In this sense, a Chinese computer could interact and understand another Chinese computer but a Chinese computer and an Indian computer would not have been able to understand each other.

Here is an example that I created using the latest post of @elizacheng post titled Steepshot - My lunch with Team Malaysia / 我和大马队的午餐.

Below is part of the original text as we see today on our browser:

Before the year 2000, if a computer from America would have seen the same post, it would have looked like this (this is no joke!):

As you can see, all the Chinese characters have been replaced by squares or other characters present in the ASCII table. Hence as each computer in a country implemented their own ASCII table, sending information across borders was not possible.

If a Chinese guy bought a computer in America and received a document from Chinese origin, he would not have been able to read that document. That Chinese guy in America would have to order a computer in China and have it delivered to his place in America to be able to view the document.

Resolving the problem of ASCII tables

In order to make the Internet a truly international place, a unified table with all characters need to be made. Problem is with 8 bits or 1 byte of data, you can store only 256 characters. How do we include the Indians, Korean, Chinese and Hebrew?

This is where the development of the Unicode character set was developed and later implemented by Unicode Transformation Format (8 bits) UTF-8. Instead of having all characters limited to 8 bits, the international community devised a way to have characters to be 16, 32 and 64 bits also.

So instead of storing the data in decimal like before, they will store the information in hexadecimal. The simple reason is that it allows for more characters to be stored on the character map.

How computers resolve UTF-8 characters

With the development of the Unicode, we now have around 65 000 characters in the character map (which has replaced ASCII). Below is a sample list taken from UTF-8 encoding table and Unicode characters, which contains all the possible characters present in Unicode. You can go to the site to see all the codes and characters.

The third column represents hexadecimal values of the corresponding letter in Chinese language. There are even some interesting characters in the Unicode, like pictures of all cards, emoticons, domino tiles and Mahjong tiles.

Instead of looking for decimal values in the ASCII table like before, computers now look in the Unicode character set to find the corresponding value in hexadecimal.

How the processor reads UTF-8

As discussed in my previous post, computers take the 8 bits and then convert it to decimal and then look into the ASCII table for the corresponding character to display.

Now computers have to convert 8 bits, 16 bits, 32 bits and 64 bits into hexadecimal and look it up in the Unicode character set. How do processors convert hexadecimal to bits and vice versa?

In the above table, we have all the hexadecimal values and their corresponding decimal value. For ease of calculation, I have provided the binary representation of each of the hexadecimal characters. For an understanding of the converting to binary, check out my previous post.

Now lets take a simple example of how the letter 'X' is represented in hexadecimal. The representation of the letter X is 58. Hence looking in the table above, we place the binary digits f 5 together with 8 which gives us 01010110. This is that simple!

Backward compatibility

Now let us try the same example as in my previous post when we converted the letter 'A' and got the answer  0 1 0 0 0 0 0 1  in binary using the ASCII table. Will the result be the same when we use the Unicode table?
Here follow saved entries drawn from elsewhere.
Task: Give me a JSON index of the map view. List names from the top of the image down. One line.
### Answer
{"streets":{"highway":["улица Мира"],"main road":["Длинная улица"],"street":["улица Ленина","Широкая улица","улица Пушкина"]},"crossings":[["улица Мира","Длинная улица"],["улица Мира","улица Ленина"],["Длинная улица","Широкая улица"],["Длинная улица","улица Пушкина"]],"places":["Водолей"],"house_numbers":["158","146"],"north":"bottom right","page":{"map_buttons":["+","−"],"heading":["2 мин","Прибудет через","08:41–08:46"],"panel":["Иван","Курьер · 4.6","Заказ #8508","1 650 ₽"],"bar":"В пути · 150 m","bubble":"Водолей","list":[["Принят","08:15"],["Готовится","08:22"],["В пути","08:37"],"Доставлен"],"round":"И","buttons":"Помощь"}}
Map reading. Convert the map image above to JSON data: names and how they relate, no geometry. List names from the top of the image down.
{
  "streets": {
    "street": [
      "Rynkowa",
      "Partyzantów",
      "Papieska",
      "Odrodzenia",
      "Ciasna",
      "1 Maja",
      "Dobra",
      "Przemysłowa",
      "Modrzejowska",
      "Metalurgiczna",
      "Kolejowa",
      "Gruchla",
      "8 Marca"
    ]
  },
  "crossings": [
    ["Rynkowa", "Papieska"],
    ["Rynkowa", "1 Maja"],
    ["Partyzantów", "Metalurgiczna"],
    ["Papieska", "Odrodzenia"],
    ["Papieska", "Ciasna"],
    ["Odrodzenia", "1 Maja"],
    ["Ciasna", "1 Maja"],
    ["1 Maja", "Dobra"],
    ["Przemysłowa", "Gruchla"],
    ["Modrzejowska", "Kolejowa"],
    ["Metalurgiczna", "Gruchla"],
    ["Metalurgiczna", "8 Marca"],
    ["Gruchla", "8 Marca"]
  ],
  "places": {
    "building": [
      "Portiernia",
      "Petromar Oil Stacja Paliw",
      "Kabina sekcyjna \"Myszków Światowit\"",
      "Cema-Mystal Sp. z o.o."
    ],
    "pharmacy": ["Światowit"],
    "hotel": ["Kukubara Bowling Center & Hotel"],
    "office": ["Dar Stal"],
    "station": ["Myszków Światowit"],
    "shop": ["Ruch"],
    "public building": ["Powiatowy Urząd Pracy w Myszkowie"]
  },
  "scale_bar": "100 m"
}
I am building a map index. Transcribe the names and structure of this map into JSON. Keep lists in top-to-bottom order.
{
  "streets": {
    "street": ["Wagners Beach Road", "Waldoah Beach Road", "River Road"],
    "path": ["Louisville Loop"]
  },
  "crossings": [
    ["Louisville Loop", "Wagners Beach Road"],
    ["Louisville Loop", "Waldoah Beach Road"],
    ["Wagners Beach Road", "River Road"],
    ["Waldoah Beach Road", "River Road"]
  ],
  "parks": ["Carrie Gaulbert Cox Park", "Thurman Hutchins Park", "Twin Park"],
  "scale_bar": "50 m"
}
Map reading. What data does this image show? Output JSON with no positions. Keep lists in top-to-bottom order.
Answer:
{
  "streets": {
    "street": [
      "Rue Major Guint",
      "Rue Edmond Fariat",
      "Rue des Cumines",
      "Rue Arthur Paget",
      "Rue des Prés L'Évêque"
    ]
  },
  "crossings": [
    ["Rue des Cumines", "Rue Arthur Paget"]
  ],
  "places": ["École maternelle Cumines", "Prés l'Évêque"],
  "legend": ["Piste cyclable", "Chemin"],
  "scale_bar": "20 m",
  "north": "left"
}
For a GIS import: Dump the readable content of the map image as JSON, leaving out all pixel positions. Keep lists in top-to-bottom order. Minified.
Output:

In Unicode, the letter 'A' is represented by 41. If we use the table above, we need to take the binary representation of 4 and stick it together with the binary representation of 1 which gives us 00100001 which gives us the same result even if we used the ASCII table.

In general, computers codes are designed to be backward compatible. Computer and software manufacturers do not want companies to change computers whenever a new technology appears. This will make many companies go bankrupt. Hence when designing change, the engineers ensured that previous machine would still be working when the character set was changed from ASCII to Unicode and that the processor still does the calculation the same way.

Converting a more complex Unicode character

So far we have looked at the conversion of English language characters whose end result still gives us 8 bits of 0 or 1. The Unicode Chinese character 㐆 look like this e3 90 86 in hexadecimal. Hence we check the hexadecimal table above, we will get the following result, 11100011 1001000 10000110 which is simplest viewed in the table below:

As we can see, 24 bits are required to represent the character 㐆 which is also 3 bytes (24/3). This is the simplest possible way of explaining this concept that I have found.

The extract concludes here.